┏━━
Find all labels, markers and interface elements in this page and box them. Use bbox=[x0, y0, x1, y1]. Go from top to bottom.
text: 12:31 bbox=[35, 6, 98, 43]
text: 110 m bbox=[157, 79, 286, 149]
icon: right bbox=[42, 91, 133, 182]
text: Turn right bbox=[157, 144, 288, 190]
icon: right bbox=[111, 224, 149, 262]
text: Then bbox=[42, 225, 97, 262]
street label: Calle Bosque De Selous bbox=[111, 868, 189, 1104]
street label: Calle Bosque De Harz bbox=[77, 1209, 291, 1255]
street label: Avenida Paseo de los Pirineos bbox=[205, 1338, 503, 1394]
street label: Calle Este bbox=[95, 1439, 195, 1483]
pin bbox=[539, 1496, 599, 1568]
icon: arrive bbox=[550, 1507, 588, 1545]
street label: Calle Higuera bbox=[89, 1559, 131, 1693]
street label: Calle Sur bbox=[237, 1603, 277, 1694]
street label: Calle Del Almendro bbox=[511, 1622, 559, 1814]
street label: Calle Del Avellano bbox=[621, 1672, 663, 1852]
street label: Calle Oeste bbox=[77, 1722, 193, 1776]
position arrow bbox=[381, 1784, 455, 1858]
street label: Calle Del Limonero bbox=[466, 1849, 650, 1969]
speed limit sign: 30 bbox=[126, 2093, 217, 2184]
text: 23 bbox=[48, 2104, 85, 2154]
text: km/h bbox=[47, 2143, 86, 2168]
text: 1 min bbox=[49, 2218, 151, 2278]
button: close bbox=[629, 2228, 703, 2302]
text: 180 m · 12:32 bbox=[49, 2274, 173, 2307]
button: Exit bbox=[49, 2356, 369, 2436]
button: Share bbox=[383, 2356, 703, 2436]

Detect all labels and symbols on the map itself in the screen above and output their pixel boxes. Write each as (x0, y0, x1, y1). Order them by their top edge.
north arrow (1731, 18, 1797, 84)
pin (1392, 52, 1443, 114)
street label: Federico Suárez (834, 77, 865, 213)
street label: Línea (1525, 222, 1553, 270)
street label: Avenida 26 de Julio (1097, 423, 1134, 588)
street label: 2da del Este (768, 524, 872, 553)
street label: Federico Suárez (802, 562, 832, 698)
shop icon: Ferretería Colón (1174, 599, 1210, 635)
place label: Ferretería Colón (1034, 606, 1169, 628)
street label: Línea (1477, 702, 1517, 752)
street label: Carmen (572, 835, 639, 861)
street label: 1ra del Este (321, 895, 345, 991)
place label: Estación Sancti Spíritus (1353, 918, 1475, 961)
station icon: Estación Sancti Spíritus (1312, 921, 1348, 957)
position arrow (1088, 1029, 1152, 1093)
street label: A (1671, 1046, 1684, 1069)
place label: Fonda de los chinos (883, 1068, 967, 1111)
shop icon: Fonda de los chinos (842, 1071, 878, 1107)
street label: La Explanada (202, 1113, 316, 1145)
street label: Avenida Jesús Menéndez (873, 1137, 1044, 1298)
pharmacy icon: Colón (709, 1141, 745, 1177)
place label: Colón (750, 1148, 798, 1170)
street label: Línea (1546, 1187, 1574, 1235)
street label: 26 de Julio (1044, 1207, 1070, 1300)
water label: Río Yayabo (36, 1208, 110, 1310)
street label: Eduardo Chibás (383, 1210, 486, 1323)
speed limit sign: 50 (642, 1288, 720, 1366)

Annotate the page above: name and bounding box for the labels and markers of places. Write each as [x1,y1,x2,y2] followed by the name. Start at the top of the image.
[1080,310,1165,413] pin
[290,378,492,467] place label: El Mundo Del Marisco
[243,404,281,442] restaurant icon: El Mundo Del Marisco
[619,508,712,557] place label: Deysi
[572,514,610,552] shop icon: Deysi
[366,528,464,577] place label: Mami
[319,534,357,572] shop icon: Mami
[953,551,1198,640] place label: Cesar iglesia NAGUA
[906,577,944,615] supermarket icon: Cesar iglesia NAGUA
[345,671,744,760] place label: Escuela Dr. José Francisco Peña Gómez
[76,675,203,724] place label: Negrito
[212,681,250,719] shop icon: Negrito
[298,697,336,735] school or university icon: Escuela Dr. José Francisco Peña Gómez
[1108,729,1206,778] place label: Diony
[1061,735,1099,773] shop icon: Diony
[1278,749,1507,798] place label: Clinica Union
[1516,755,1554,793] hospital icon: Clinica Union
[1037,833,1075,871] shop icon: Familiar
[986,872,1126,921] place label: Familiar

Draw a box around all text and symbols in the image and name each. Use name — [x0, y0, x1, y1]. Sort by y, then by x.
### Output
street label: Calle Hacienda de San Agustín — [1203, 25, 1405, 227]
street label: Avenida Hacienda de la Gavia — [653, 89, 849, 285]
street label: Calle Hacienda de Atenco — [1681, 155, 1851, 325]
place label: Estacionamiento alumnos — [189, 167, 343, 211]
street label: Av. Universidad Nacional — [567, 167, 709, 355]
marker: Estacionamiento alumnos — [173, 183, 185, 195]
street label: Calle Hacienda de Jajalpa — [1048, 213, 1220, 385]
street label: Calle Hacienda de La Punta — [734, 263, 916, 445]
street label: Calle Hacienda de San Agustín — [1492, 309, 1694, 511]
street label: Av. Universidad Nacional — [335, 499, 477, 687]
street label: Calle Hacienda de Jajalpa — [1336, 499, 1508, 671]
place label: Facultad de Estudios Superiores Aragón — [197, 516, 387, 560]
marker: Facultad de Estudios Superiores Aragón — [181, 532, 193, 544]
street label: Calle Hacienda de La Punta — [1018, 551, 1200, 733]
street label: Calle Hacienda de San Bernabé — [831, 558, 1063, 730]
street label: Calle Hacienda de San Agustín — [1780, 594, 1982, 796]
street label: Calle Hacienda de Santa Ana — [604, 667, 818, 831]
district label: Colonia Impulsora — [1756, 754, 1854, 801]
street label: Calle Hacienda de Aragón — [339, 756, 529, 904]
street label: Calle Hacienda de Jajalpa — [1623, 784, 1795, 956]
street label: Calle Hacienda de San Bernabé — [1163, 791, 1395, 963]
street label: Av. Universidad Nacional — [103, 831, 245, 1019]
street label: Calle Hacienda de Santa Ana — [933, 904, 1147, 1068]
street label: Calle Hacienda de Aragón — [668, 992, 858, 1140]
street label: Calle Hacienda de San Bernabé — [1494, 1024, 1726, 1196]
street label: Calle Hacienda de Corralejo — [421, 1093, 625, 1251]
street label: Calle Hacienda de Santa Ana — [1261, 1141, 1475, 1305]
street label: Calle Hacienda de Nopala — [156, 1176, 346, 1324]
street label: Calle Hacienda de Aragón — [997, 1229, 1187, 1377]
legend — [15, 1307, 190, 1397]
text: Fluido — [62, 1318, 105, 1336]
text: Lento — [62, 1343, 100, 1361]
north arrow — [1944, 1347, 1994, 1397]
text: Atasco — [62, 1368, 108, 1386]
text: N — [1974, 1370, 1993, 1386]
┗━━
▶ [Work instructions]: Every entry is to be printed exactly as given.

▶ [Expected answer]:
Find all labels, markers and interface elements in this page and box them. Use bbox=[x0, y0, x1, y1]. Go from top to bottom.
text: 12:31 bbox=[35, 6, 98, 43]
text: 110 m bbox=[157, 79, 286, 149]
icon: right bbox=[42, 91, 133, 182]
text: Turn right bbox=[157, 144, 288, 190]
icon: right bbox=[111, 224, 149, 262]
text: Then bbox=[42, 225, 97, 262]
street label: Calle Bosque De Selous bbox=[111, 868, 189, 1104]
street label: Calle Bosque De Harz bbox=[77, 1209, 291, 1255]
street label: Avenida Paseo de los Pirineos bbox=[205, 1338, 503, 1394]
street label: Calle Este bbox=[95, 1439, 195, 1483]
pin bbox=[539, 1496, 599, 1568]
icon: arrive bbox=[550, 1507, 588, 1545]
street label: Calle Higuera bbox=[89, 1559, 131, 1693]
street label: Calle Sur bbox=[237, 1603, 277, 1694]
street label: Calle Del Almendro bbox=[511, 1622, 559, 1814]
street label: Calle Del Avellano bbox=[621, 1672, 663, 1852]
street label: Calle Oeste bbox=[77, 1722, 193, 1776]
position arrow bbox=[381, 1784, 455, 1858]
street label: Calle Del Limonero bbox=[466, 1849, 650, 1969]
speed limit sign: 30 bbox=[126, 2093, 217, 2184]
text: 23 bbox=[48, 2104, 85, 2154]
text: km/h bbox=[47, 2143, 86, 2168]
text: 1 min bbox=[49, 2218, 151, 2278]
button: close bbox=[629, 2228, 703, 2302]
text: 180 m · 12:32 bbox=[49, 2274, 173, 2307]
button: Exit bbox=[49, 2356, 369, 2436]
button: Share bbox=[383, 2356, 703, 2436]

Detect all labels and symbols on the map itself in the screen above and output their pixel boxes. Write each as (x0, y0, x1, y1). Order them by their top edge.
north arrow (1731, 18, 1797, 84)
pin (1392, 52, 1443, 114)
street label: Federico Suárez (834, 77, 865, 213)
street label: Línea (1525, 222, 1553, 270)
street label: Avenida 26 de Julio (1097, 423, 1134, 588)
street label: 2da del Este (768, 524, 872, 553)
street label: Federico Suárez (802, 562, 832, 698)
shop icon: Ferretería Colón (1174, 599, 1210, 635)
place label: Ferretería Colón (1034, 606, 1169, 628)
street label: Línea (1477, 702, 1517, 752)
street label: Carmen (572, 835, 639, 861)
street label: 1ra del Este (321, 895, 345, 991)
place label: Estación Sancti Spíritus (1353, 918, 1475, 961)
station icon: Estación Sancti Spíritus (1312, 921, 1348, 957)
position arrow (1088, 1029, 1152, 1093)
street label: A (1671, 1046, 1684, 1069)
place label: Fonda de los chinos (883, 1068, 967, 1111)
shop icon: Fonda de los chinos (842, 1071, 878, 1107)
street label: La Explanada (202, 1113, 316, 1145)
street label: Avenida Jesús Menéndez (873, 1137, 1044, 1298)
pharmacy icon: Colón (709, 1141, 745, 1177)
place label: Colón (750, 1148, 798, 1170)
street label: Línea (1546, 1187, 1574, 1235)
street label: 26 de Julio (1044, 1207, 1070, 1300)
water label: Río Yayabo (36, 1208, 110, 1310)
street label: Eduardo Chibás (383, 1210, 486, 1323)
speed limit sign: 50 (642, 1288, 720, 1366)

Annotate the page above: name and bounding box for the labels and markers of places. Write each as [x1,y1,x2,y2] followed by the name. Start at the top of the image.
[1080,310,1165,413] pin
[290,378,492,467] place label: El Mundo Del Marisco
[243,404,281,442] restaurant icon: El Mundo Del Marisco
[619,508,712,557] place label: Deysi
[572,514,610,552] shop icon: Deysi
[366,528,464,577] place label: Mami
[319,534,357,572] shop icon: Mami
[953,551,1198,640] place label: Cesar iglesia NAGUA
[906,577,944,615] supermarket icon: Cesar iglesia NAGUA
[345,671,744,760] place label: Escuela Dr. José Francisco Peña Gómez
[76,675,203,724] place label: Negrito
[212,681,250,719] shop icon: Negrito
[298,697,336,735] school or university icon: Escuela Dr. José Francisco Peña Gómez
[1108,729,1206,778] place label: Diony
[1061,735,1099,773] shop icon: Diony
[1278,749,1507,798] place label: Clinica Union
[1516,755,1554,793] hospital icon: Clinica Union
[1037,833,1075,871] shop icon: Familiar
[986,872,1126,921] place label: Familiar

Draw a box around all text and symbols in the image and name each. Use name — [x0, y0, x1, y1]. Sort by y, then by x.
### Output
street label: Calle Hacienda de San Agustín — [1203, 25, 1405, 227]
street label: Avenida Hacienda de la Gavia — [653, 89, 849, 285]
street label: Calle Hacienda de Atenco — [1681, 155, 1851, 325]
place label: Estacionamiento alumnos — [189, 167, 343, 211]
street label: Av. Universidad Nacional — [567, 167, 709, 355]
marker: Estacionamiento alumnos — [173, 183, 185, 195]
street label: Calle Hacienda de Jajalpa — [1048, 213, 1220, 385]
street label: Calle Hacienda de La Punta — [734, 263, 916, 445]
street label: Calle Hacienda de San Agustín — [1492, 309, 1694, 511]
street label: Av. Universidad Nacional — [335, 499, 477, 687]
street label: Calle Hacienda de Jajalpa — [1336, 499, 1508, 671]
place label: Facultad de Estudios Superiores Aragón — [197, 516, 387, 560]
marker: Facultad de Estudios Superiores Aragón — [181, 532, 193, 544]
street label: Calle Hacienda de La Punta — [1018, 551, 1200, 733]
street label: Calle Hacienda de San Bernabé — [831, 558, 1063, 730]
street label: Calle Hacienda de San Agustín — [1780, 594, 1982, 796]
street label: Calle Hacienda de Santa Ana — [604, 667, 818, 831]
district label: Colonia Impulsora — [1756, 754, 1854, 801]
street label: Calle Hacienda de Aragón — [339, 756, 529, 904]
street label: Calle Hacienda de Jajalpa — [1623, 784, 1795, 956]
street label: Calle Hacienda de San Bernabé — [1163, 791, 1395, 963]
street label: Av. Universidad Nacional — [103, 831, 245, 1019]
street label: Calle Hacienda de Santa Ana — [933, 904, 1147, 1068]
street label: Calle Hacienda de Aragón — [668, 992, 858, 1140]
street label: Calle Hacienda de San Bernabé — [1494, 1024, 1726, 1196]
street label: Calle Hacienda de Corralejo — [421, 1093, 625, 1251]
street label: Calle Hacienda de Santa Ana — [1261, 1141, 1475, 1305]
street label: Calle Hacienda de Nopala — [156, 1176, 346, 1324]
street label: Calle Hacienda de Aragón — [997, 1229, 1187, 1377]
legend — [15, 1307, 190, 1397]
text: Fluido — [62, 1318, 105, 1336]
text: Lento — [62, 1343, 100, 1361]
north arrow — [1944, 1347, 1994, 1397]
text: Atasco — [62, 1368, 108, 1386]
text: N — [1974, 1370, 1993, 1386]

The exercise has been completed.